ABOUT THIS TASK | Check every line of the entries for the string "linejoin" and return the ones that contain it.

DATA TO USE |
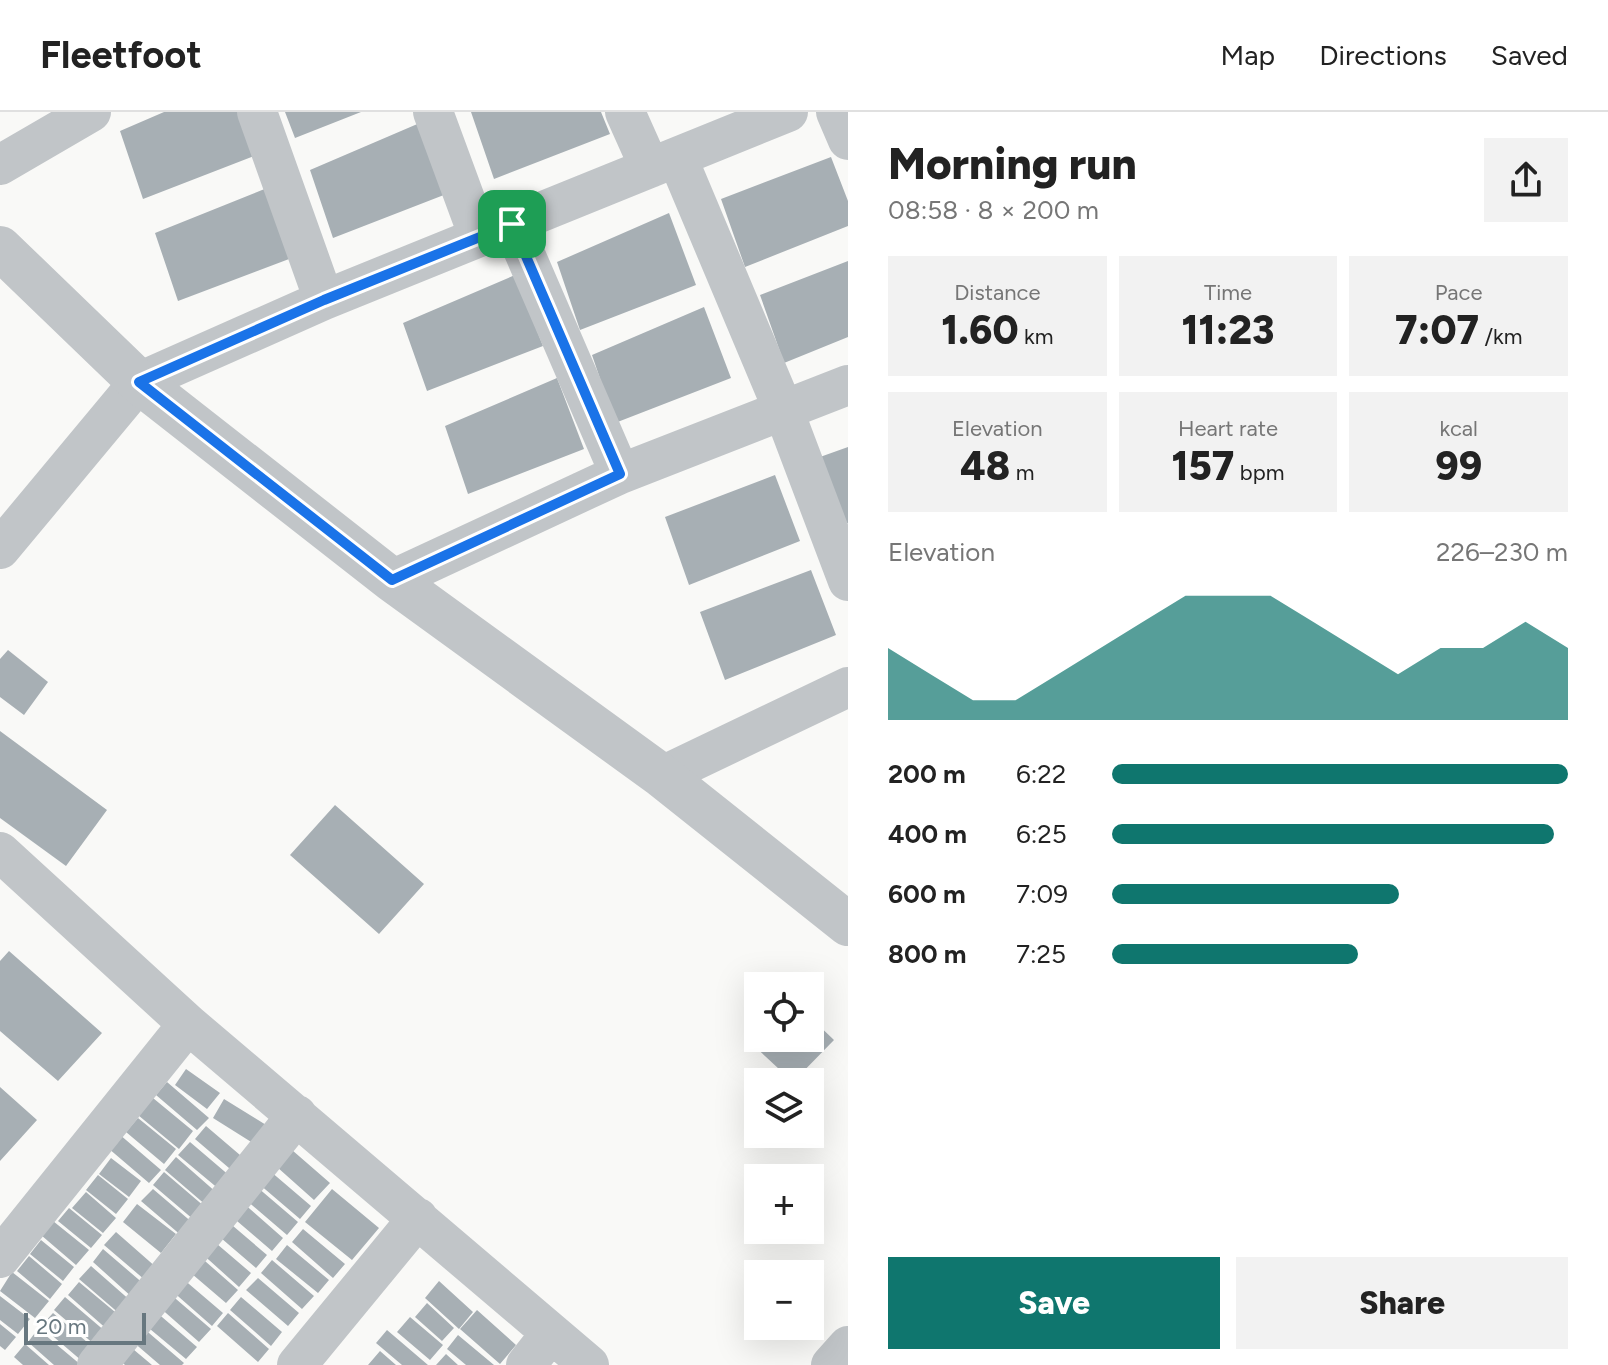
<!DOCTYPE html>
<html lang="en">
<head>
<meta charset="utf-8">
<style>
	:root { --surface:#fff; --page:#f2f2f2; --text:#222; --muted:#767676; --line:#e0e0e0; --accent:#0f766e }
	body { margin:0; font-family:Figtree,sans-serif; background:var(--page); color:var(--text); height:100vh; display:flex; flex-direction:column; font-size:30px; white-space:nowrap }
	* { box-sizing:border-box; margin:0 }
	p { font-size:26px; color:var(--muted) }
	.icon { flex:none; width:44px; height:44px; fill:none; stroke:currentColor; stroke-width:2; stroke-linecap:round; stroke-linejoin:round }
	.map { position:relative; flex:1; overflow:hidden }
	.drawer { display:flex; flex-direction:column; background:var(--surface); width:760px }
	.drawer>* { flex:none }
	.buttons { position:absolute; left:744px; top:860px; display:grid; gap:16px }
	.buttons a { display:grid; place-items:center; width:80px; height:80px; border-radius:0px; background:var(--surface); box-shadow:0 8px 32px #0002; font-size:40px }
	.scale { position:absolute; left:24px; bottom:20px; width:122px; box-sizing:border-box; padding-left:8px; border:4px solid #67777f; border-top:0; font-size:22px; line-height:28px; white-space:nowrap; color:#67777f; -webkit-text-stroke:6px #fff; paint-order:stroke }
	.pin { position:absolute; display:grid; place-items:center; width:68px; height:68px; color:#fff; margin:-34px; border-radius:16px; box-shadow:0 4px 12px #0006 }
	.round { display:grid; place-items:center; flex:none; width:84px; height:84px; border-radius:0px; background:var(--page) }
	.head { display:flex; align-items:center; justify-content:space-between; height:136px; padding:0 40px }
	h1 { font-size:44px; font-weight:800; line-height:60px }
	.figures { display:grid; grid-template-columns:repeat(3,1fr); gap:12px; height:136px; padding:8px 40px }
	.figures div { display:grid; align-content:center; border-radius:0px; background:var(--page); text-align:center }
	.figures b { font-size:40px; font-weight:800 }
	.figures small { font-size:22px; font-weight:400 }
	.figures p { font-size:22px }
	.chart { height:224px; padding:16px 40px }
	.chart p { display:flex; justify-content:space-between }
	.chart svg { width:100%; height:144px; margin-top:8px; fill:var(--accent); opacity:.7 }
	.primary-button { display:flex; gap:16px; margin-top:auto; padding:16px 40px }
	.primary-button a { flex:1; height:92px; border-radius:0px; background:var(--accent); color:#fff; font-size:32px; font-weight:800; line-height:92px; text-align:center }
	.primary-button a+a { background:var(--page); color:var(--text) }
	ul { padding:0 40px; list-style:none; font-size:26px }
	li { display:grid; grid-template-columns:128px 96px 1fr; align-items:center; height:60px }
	li i { height:20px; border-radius:10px; background:var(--accent) }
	header { display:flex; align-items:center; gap:48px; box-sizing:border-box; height:112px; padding:0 40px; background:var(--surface); border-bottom:2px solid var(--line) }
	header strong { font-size:38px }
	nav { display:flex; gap:44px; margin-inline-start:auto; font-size:28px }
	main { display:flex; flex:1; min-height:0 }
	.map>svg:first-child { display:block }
	.building { fill:#a7afb4 }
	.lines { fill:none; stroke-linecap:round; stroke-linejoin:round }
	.minor { stroke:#c1c5c8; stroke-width:40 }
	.tertiary { stroke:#c1c5c8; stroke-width:44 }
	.route-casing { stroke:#fff; stroke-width:16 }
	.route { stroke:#1a73e8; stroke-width:10 }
</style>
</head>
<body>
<header>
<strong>Fleetfoot</strong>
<nav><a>Map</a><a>Directions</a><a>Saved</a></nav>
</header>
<main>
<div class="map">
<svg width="848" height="1253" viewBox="0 0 848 1253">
	<rect width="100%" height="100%" fill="#f9f9f7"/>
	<path class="building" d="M164,0H243L259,42L143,87L120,19Z
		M285,0H361L295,26Z
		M471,0H601L610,22L494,67Z
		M422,10L449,81L333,126L310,58Z
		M831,45L848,89V114L745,155L721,87Z
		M267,76L297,144L178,189L155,121Z
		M669,101L696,173L580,218L557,150Z
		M848,149V225L784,251L760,183Z
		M515,163L543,234L427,279L403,211Z
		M704,195L731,266L615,311L592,243Z
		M557,266L584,337L468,382L445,314Z
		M848,335V411L844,413L820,345Z
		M775,363L800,429L689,473L665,405Z
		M811,458L836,523L725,568L700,500Z
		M8,538L48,570L24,603L0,585V547Z
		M0,619L107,698L66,754L0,706Z
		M335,693L424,772L379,822L290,743Z
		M9,839L102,921L58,969L0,919V849Z
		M810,905L834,928L793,970L751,931L758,924L810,926Z
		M186,957L220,981L207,997L175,973Z
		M167,970L209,1006L197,1018L156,983Z
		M0,975L37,1008L0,1049Z
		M153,986L193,1019L179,1037L138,1003Z
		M224,987L271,1016L259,1035L213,1006Z
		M138,1006L176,1037L164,1052L126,1020Z
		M206,1014L247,1049L236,1062L195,1027Z
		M119,1022L161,1058L149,1071L108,1036Z
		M190,1030L231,1065L220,1078L178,1043Z
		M292,1038L330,1071L314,1088L277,1055Z
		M176,1045L217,1081L207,1094L165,1058Z
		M111,1046L141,1069L129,1085L99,1062Z
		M270,1059L311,1094L300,1107L259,1072Z
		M164,1060L205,1095L194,1108L153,1073Z
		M98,1063L128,1087L116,1102L86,1078Z
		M257,1075L298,1110L287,1123L246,1088Z
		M153,1077L194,1112L183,1125L141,1089Z
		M332,1077L379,1116L352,1148L305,1110Z
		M86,1080L116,1106L103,1121L72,1096Z
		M242,1090L283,1126L272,1139L230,1103Z
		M137,1092L176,1122L161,1141L123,1110Z
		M69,1096L102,1123L91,1136L58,1109Z
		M226,1108L267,1143L256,1156L214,1120Z
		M53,1109L89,1138L76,1153L41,1123Z
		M303,1117L345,1152L333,1166L292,1130Z
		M116,1120L157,1156L145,1168L104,1133Z
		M210,1126L251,1161L239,1175L199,1139Z
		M41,1128L74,1155L63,1169L30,1142Z
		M287,1133L329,1168L318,1181L276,1147Z
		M103,1137L145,1173L133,1186L93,1150Z
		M197,1142L238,1178L226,1191L185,1156Z
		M29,1144L62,1172L50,1187L17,1159Z
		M272,1148L314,1184L302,1197L261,1161Z
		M91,1154L132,1190L121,1203L79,1167Z
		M12,1160L49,1189L35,1206L0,1179Z
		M182,1166L223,1201L212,1214L171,1178Z
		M258,1166L299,1201L288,1214L246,1178Z
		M439,1169L473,1200L459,1217L425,1186Z
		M79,1170L121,1205L109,1219L68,1183Z
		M169,1181L211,1217L199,1230L158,1194Z
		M0,1184L30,1207L18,1222L0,1208Z
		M65,1185L106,1220L95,1233L54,1198Z
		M241,1185L282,1220L271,1234L230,1198Z
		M427,1191L454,1216L442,1229L415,1205Z
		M477,1198L516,1233L500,1252L460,1217Z
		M155,1199L197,1235L186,1247L144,1212Z
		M53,1201L94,1236L82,1249L41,1214Z
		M228,1201L269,1237L258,1250L217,1214Z
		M410,1205L443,1233L430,1248L397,1220Z
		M0,1212L16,1225L5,1238L0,1234Z
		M142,1215L184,1251L182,1253H160L132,1229Z
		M38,1217L81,1253H54L28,1230Z
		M387,1218L428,1253H402L376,1231Z
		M458,1223L494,1253H466L447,1237Z
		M25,1232L49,1253H23L14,1245Z
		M127,1232L152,1253H125L115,1244Z
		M380,1239L396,1253H368Z
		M446,1242L458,1253H436Z"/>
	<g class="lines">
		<path class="minor" d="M257,0L324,188
			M433,0L479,125
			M625,0L650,56
			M836,0L848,28
			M677,45L783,297L848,469
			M0,53L91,0
			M512,112L620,362
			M0,437L139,270L324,188L788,0
			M392,468L620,362L848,273
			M662,664L848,575
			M0,740L188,912L589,1253
			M0,1146L188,912
			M97,1253L297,1003
			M297,1253L418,1106
			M526,1253L551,1221
			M831,1253L848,1234"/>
		<path class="tertiary" d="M0,136L139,270L392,468L662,664L848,812"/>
	</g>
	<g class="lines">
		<g class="route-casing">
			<path id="route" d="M512,112L620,362L392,468L139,270L324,188Z"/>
		</g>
		<use href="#route" class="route"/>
	</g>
</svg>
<div class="buttons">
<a><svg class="icon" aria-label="locate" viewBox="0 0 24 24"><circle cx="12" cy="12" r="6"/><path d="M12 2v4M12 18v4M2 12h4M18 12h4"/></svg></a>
<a><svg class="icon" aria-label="layers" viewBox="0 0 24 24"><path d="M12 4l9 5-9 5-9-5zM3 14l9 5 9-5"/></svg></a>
<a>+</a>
<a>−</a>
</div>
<div class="scale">20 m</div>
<div class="pin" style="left:512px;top:112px;background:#1e9e55"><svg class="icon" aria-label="arrive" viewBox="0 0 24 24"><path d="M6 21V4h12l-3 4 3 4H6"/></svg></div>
</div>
<section class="drawer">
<div class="head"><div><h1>Morning run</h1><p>08:58 · 8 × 200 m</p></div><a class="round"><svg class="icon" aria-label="share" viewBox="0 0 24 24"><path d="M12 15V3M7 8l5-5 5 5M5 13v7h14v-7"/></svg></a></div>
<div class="figures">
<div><p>Distance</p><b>1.60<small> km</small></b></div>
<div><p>Time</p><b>11:23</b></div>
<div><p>Pace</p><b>7:07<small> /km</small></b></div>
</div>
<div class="figures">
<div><p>Elevation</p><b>48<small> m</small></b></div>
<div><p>Heart rate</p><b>157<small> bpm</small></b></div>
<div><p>kcal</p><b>99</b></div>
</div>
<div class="chart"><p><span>Elevation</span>226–230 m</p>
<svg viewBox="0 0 160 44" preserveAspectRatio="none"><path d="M0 44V22L10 30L20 38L30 38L40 30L50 22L60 14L70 6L80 6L90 6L100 14L110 22L120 30L130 22L140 22L150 14L160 22V44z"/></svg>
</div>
<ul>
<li><b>200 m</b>6:22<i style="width:100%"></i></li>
<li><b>400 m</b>6:25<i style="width:97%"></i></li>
<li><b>600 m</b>7:09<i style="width:63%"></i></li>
<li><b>800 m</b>7:25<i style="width:54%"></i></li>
</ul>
<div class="primary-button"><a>Save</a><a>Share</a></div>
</section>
</main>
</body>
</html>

YOUR SOLUTION |
	.icon { flex:none; width:44px; height:44px; fill:none; stroke:currentColor; stroke-width:2; stroke-linecap:round; stroke-linejoin:round }
	.lines { fill:none; stroke-linecap:round; stroke-linejoin:round }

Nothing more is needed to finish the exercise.